[Opening INFORMATION SUPPLIED section]

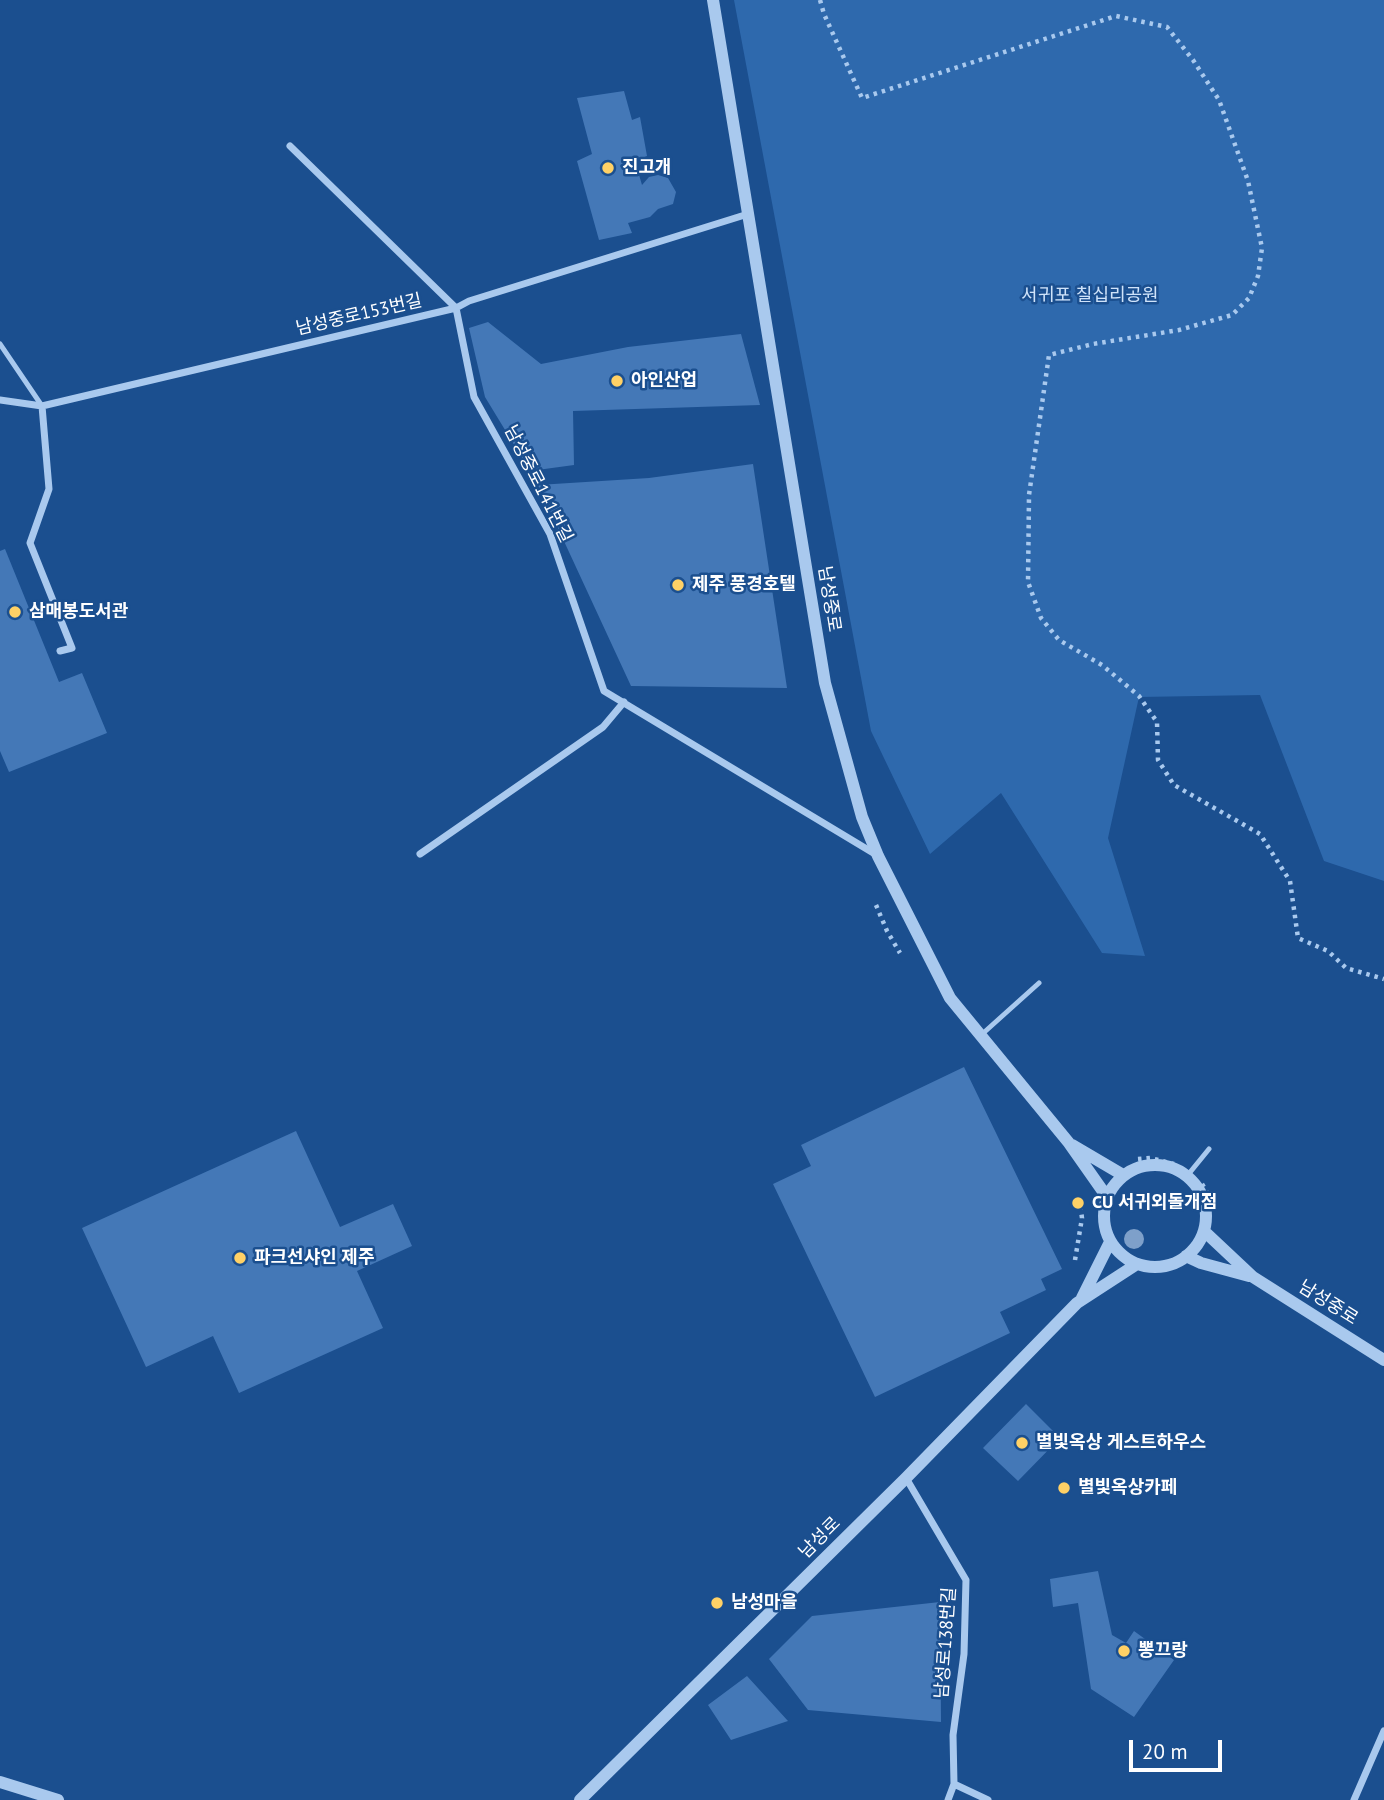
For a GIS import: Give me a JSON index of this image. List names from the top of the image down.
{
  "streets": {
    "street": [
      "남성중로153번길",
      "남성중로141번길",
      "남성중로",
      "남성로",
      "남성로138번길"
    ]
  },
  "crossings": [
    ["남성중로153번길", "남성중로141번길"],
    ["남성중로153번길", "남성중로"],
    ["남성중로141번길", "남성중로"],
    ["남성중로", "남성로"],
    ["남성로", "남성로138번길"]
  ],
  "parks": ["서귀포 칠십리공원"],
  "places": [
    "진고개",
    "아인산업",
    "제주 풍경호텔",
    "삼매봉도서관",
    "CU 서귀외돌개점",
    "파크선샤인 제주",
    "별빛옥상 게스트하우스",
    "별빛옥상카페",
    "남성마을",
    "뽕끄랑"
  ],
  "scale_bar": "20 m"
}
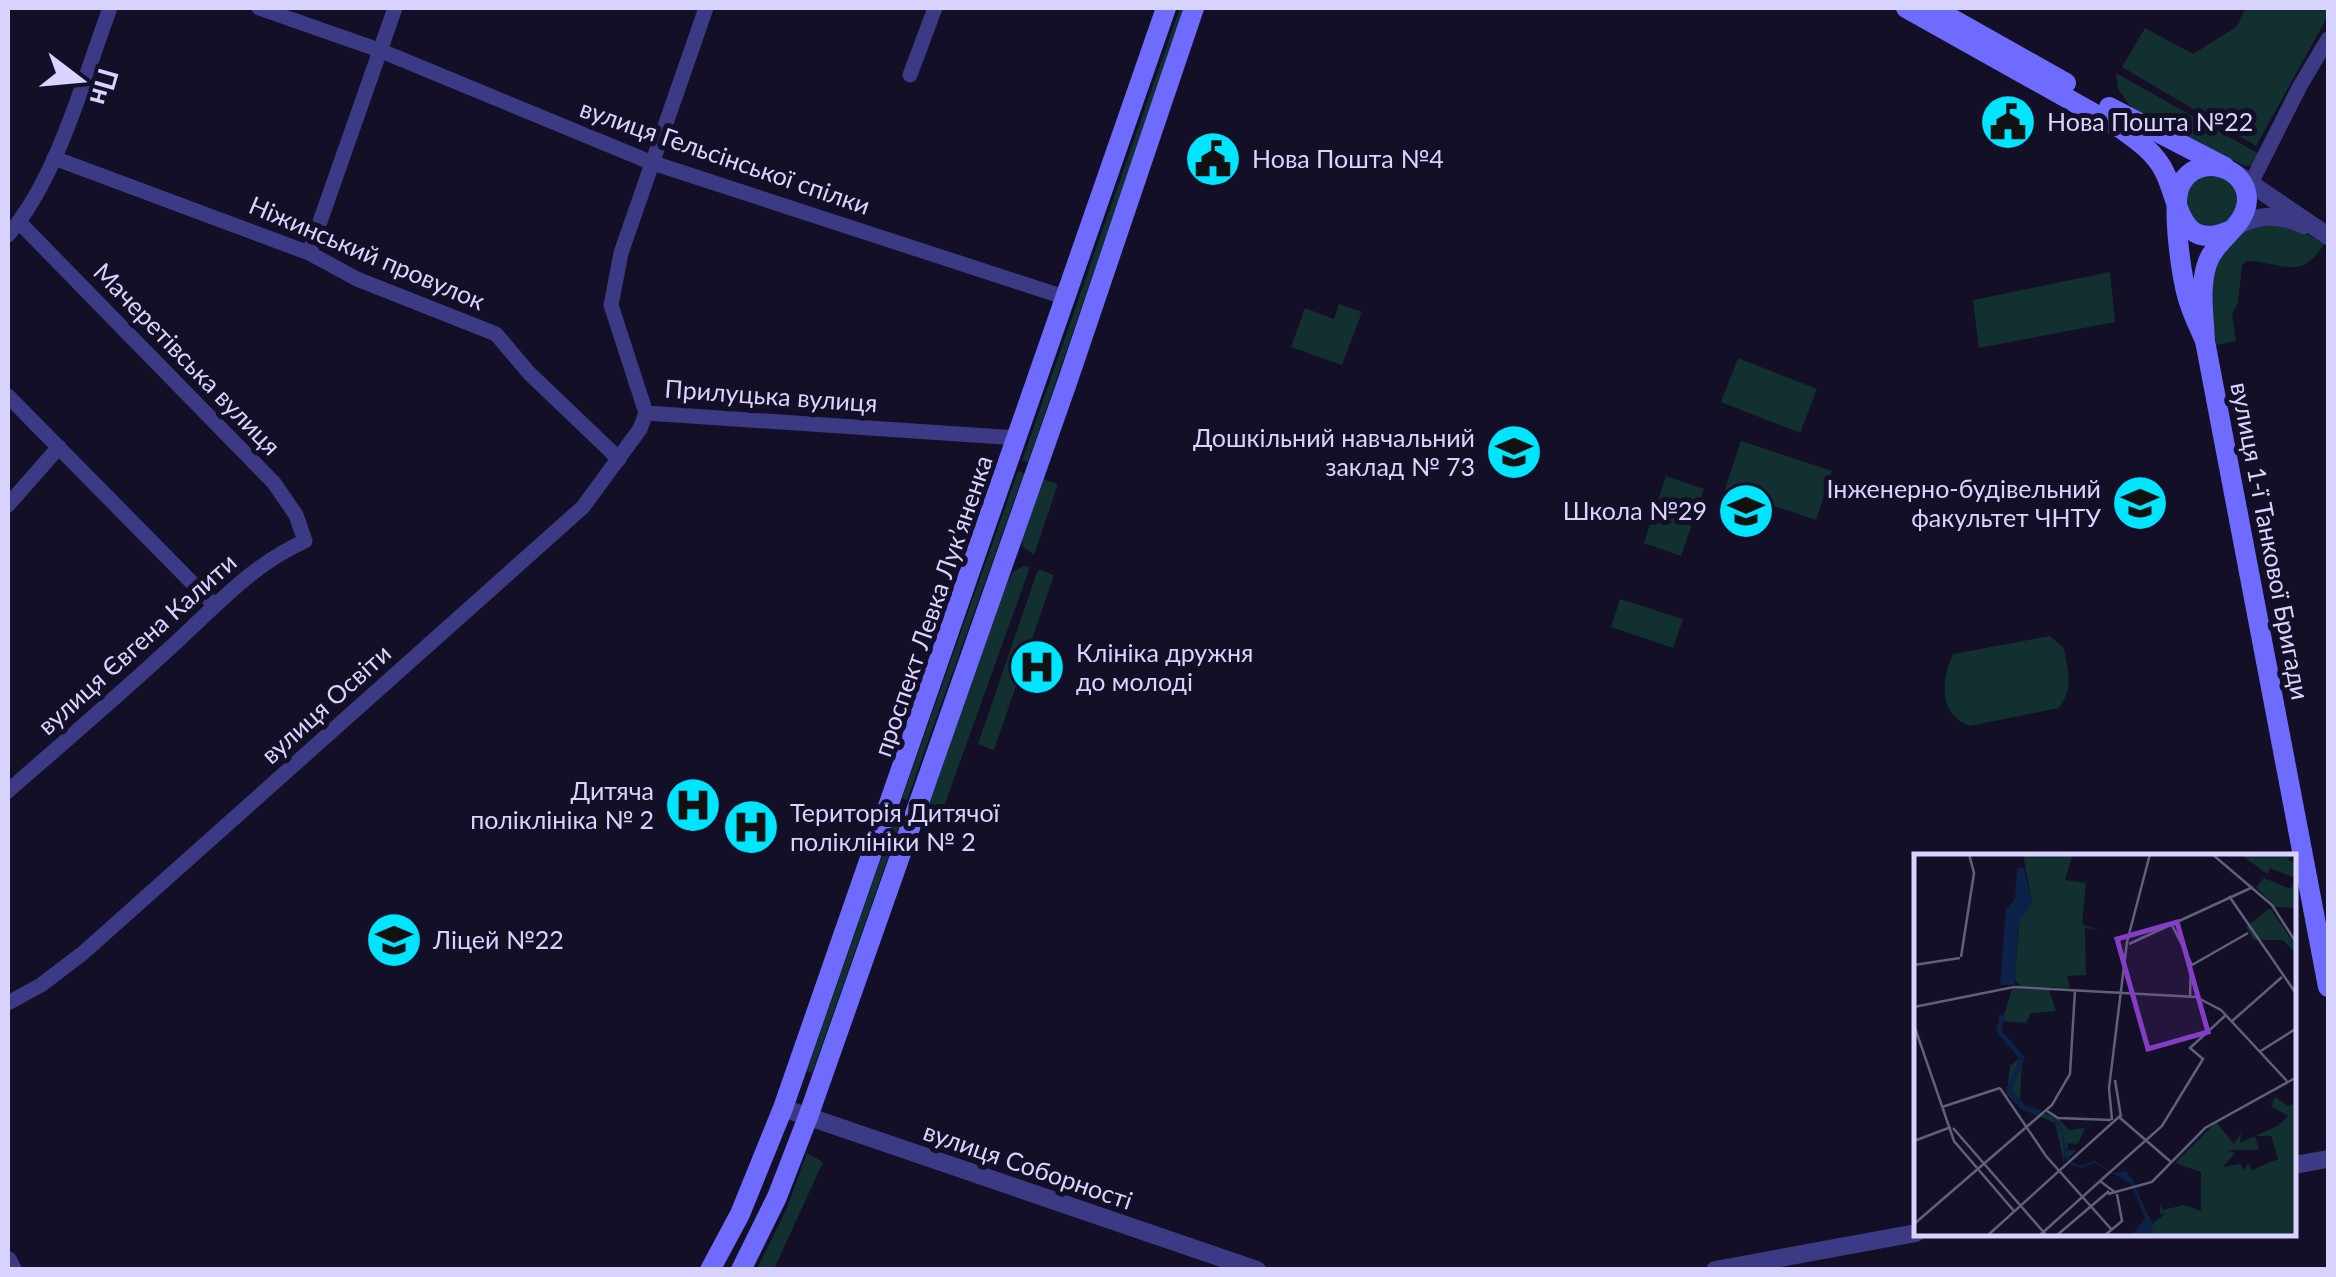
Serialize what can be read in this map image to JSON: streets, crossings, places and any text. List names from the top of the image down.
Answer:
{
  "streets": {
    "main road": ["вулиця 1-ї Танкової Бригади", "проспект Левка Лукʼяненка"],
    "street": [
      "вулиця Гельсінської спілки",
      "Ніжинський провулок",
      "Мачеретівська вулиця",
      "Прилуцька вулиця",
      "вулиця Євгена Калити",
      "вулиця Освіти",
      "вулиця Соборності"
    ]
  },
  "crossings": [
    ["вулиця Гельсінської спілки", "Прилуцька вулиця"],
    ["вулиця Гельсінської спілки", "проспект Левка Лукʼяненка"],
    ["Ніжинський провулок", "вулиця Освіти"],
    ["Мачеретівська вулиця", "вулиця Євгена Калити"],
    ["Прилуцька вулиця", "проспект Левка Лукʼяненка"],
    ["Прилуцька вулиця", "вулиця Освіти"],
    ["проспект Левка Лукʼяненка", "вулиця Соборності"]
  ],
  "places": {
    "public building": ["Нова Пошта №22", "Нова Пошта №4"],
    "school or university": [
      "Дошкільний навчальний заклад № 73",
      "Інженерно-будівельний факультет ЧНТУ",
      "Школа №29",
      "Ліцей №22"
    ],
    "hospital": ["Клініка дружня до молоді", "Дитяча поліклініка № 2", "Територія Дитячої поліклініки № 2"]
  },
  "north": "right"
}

[Closing INFORMATION SUPPLIED section]

## WHAT THE TASK REQUIRES
The task calls for repeating each line above exactly while excluding the pictures.

## EXERCISE OUTPUT
For a GIS import: Give me a JSON index of this image. List names from the top of the image down.
{
  "streets": {
    "street": [
      "남성중로153번길",
      "남성중로141번길",
      "남성중로",
      "남성로",
      "남성로138번길"
    ]
  },
  "crossings": [
    ["남성중로153번길", "남성중로141번길"],
    ["남성중로153번길", "남성중로"],
    ["남성중로141번길", "남성중로"],
    ["남성중로", "남성로"],
    ["남성로", "남성로138번길"]
  ],
  "parks": ["서귀포 칠십리공원"],
  "places": [
    "진고개",
    "아인산업",
    "제주 풍경호텔",
    "삼매봉도서관",
    "CU 서귀외돌개점",
    "파크선샤인 제주",
    "별빛옥상 게스트하우스",
    "별빛옥상카페",
    "남성마을",
    "뽕끄랑"
  ],
  "scale_bar": "20 m"
}
Serialize what can be read in this map image to JSON: streets, crossings, places and any text. List names from the top of the image down.
Answer:
{
  "streets": {
    "main road": ["вулиця 1-ї Танкової Бригади", "проспект Левка Лукʼяненка"],
    "street": [
      "вулиця Гельсінської спілки",
      "Ніжинський провулок",
      "Мачеретівська вулиця",
      "Прилуцька вулиця",
      "вулиця Євгена Калити",
      "вулиця Освіти",
      "вулиця Соборності"
    ]
  },
  "crossings": [
    ["вулиця Гельсінської спілки", "Прилуцька вулиця"],
    ["вулиця Гельсінської спілки", "проспект Левка Лукʼяненка"],
    ["Ніжинський провулок", "вулиця Освіти"],
    ["Мачеретівська вулиця", "вулиця Євгена Калити"],
    ["Прилуцька вулиця", "проспект Левка Лукʼяненка"],
    ["Прилуцька вулиця", "вулиця Освіти"],
    ["проспект Левка Лукʼяненка", "вулиця Соборності"]
  ],
  "places": {
    "public building": ["Нова Пошта №22", "Нова Пошта №4"],
    "school or university": [
      "Дошкільний навчальний заклад № 73",
      "Інженерно-будівельний факультет ЧНТУ",
      "Школа №29",
      "Ліцей №22"
    ],
    "hospital": ["Клініка дружня до молоді", "Дитяча поліклініка № 2", "Територія Дитячої поліклініки № 2"]
  },
  "north": "right"
}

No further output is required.